··· Data records

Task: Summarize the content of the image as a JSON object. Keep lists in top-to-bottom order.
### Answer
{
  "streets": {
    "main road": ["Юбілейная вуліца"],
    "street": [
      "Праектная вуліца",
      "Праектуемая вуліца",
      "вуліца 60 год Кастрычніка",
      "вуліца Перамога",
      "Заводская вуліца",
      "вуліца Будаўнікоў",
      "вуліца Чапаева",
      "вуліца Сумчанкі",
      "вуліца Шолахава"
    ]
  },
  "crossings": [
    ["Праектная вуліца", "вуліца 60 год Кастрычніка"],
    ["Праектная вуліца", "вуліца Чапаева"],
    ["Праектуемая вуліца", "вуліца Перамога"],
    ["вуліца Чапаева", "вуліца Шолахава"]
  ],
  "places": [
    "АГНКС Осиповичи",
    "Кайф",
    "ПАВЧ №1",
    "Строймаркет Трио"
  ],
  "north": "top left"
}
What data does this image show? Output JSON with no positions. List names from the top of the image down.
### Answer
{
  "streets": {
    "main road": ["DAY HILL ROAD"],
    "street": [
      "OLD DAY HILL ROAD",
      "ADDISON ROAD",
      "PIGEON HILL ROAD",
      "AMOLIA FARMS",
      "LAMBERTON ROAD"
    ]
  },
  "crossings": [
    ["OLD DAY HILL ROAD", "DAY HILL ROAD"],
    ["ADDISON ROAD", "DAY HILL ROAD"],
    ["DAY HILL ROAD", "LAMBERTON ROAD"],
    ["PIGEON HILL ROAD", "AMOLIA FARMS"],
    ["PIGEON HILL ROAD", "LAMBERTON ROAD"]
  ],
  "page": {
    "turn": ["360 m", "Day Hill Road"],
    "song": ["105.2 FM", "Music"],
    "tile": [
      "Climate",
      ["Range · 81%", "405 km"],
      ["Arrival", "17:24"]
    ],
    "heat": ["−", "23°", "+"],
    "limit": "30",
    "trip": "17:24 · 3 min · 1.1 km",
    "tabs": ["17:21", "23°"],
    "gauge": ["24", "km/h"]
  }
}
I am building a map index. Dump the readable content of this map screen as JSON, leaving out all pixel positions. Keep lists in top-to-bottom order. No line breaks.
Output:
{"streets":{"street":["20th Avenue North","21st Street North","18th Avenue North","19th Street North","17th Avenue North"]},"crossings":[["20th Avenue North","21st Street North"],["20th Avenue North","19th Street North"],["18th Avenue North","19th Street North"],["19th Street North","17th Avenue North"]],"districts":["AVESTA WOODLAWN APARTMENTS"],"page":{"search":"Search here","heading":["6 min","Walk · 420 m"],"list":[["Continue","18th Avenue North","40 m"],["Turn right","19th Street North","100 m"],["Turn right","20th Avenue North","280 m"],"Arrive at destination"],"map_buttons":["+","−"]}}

······

• Exercise instructions
Leave out every line before the one containing "I am building"; set down that line and all remaining lines of the material exactly.

• Task solution
I am building a map index. Dump the readable content of this map screen as JSON, leaving out all pixel positions. Keep lists in top-to-bottom order. No line breaks.
Output:
{"streets":{"street":["20th Avenue North","21st Street North","18th Avenue North","19th Street North","17th Avenue North"]},"crossings":[["20th Avenue North","21st Street North"],["20th Avenue North","19th Street North"],["18th Avenue North","19th Street North"],["19th Street North","17th Avenue North"]],"districts":["AVESTA WOODLAWN APARTMENTS"],"page":{"search":"Search here","heading":["6 min","Walk · 420 m"],"list":[["Continue","18th Avenue North","40 m"],["Turn right","19th Street North","100 m"],["Turn right","20th Avenue North","280 m"],"Arrive at destination"],"map_buttons":["+","−"]}}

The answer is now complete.